20 years on, most Russians still depressed
Most Russians are still depressed 20 years after the collapse of the Soviet Union, believing that two decades of reforms have mostly benefited the rich, a joint Russian-German study said on Wednesday.
Research by the Friedrich Ebert Foundation and the Russian Academy of Sciences shows Russians only marginally more optimistic today than they were in the dying days of communism, when unemployment and food shortages were widespread.
Of 1,750 polled in the survey, eight percent said their living standards improved in the 1990s and 34 percent saw positive changes a decade later.
But 47 percent said that reforms only benefited the elite in the past decade, similar to the 50 percent who felt the same thing about the 1990s.
Another 59 percent described their current lives as either "worrying" or filled with crisis, with one in 10 describing things as outright "catastrophic".
But when asked about their financial security, only 24 percent answered "bad" -- an improvement on the 44 percent recorded 10 years earlier and 56 percent registered in 1998.
The reforms undertaken by former president Boris Yeltsin and his team of liberal advisers also failed to win high marks.
Only 30 percent of those polled said the painful reforms were launched to "save the country". Almost everyone else said they benefited those who were already in power.

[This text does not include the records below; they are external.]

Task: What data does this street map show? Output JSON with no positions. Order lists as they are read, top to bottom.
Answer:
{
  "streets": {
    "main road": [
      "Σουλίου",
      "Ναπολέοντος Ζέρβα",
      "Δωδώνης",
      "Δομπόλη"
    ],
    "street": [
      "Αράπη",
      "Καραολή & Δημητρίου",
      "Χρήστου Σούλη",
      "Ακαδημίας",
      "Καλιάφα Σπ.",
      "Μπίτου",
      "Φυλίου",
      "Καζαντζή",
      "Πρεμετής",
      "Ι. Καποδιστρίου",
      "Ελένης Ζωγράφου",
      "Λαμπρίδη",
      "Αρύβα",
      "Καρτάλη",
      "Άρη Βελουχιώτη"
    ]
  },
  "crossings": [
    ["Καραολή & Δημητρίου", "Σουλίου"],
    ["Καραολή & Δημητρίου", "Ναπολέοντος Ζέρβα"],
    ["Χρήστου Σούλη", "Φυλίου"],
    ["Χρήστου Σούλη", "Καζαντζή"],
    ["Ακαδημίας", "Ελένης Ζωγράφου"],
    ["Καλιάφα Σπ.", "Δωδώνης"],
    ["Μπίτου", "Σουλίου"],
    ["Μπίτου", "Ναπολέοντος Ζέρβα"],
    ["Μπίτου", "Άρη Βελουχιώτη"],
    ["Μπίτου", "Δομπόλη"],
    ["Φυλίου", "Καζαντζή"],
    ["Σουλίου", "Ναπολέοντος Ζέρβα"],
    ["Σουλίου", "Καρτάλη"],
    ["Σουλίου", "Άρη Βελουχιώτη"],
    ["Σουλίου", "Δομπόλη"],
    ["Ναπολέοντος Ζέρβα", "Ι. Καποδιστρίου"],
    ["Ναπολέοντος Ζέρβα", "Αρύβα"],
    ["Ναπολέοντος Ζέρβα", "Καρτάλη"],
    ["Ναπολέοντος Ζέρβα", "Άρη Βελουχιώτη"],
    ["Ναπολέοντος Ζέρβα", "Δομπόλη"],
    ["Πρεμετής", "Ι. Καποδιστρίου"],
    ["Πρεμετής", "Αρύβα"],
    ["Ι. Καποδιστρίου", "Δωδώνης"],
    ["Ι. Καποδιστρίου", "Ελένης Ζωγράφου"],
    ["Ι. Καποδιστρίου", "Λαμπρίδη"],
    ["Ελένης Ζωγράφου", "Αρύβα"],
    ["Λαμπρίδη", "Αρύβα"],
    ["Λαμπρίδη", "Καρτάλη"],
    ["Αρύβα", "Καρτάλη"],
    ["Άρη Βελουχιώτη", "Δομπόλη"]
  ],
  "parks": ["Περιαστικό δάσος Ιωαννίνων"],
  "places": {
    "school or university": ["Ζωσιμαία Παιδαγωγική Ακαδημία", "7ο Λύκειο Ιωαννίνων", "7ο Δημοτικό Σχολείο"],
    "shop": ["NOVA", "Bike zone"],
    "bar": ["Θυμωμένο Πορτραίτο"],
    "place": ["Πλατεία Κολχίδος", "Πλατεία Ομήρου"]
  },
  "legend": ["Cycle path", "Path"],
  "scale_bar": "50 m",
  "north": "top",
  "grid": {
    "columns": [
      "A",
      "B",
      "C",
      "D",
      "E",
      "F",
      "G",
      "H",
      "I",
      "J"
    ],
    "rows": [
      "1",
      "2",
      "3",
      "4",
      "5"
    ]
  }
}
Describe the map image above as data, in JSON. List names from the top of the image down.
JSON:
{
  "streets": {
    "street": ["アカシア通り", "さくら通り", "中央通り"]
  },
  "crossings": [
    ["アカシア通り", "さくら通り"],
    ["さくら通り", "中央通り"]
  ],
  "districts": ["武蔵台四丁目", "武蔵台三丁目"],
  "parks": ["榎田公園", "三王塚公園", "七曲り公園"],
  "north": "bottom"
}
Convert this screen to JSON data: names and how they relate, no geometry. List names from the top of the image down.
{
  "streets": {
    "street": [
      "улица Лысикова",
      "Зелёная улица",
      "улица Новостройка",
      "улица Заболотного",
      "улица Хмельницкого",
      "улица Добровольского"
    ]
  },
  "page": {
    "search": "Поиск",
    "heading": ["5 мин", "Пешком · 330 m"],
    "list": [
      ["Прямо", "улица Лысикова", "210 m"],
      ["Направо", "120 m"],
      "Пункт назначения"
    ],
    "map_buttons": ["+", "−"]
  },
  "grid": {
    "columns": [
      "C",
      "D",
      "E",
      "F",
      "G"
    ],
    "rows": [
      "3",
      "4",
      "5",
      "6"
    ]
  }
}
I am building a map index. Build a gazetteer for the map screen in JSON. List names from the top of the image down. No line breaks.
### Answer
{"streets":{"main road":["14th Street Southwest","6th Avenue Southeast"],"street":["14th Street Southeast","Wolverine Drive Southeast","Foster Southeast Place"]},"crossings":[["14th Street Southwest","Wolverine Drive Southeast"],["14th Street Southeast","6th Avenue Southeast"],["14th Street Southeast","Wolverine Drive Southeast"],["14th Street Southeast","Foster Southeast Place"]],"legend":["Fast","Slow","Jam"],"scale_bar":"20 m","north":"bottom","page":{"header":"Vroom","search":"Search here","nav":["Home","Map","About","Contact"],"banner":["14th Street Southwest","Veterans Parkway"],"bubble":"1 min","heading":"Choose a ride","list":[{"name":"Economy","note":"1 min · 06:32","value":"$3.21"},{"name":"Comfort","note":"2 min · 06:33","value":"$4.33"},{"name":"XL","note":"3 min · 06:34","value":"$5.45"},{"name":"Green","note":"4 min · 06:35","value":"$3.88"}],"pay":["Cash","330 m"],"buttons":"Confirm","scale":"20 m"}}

Regional independence drives and waves of social unrest caused by empty stores and political repression ultimately buried the Soviet Union at the end of 1991.
The 20-year anniversary of independence has been celebrated in the Baltic countries and is also expected to be commemorated in Ukraine, whose west is strongly nationalist.
The date has thus far drawn less attention in Russia itself, whose former president and current Prime Minister Vladimir Putin once called the Soviet Union's demise one of the world's great historic tragedies.
The Communist Party remains a marginal force in Russia, although it does make up the largest opposition group in parliament.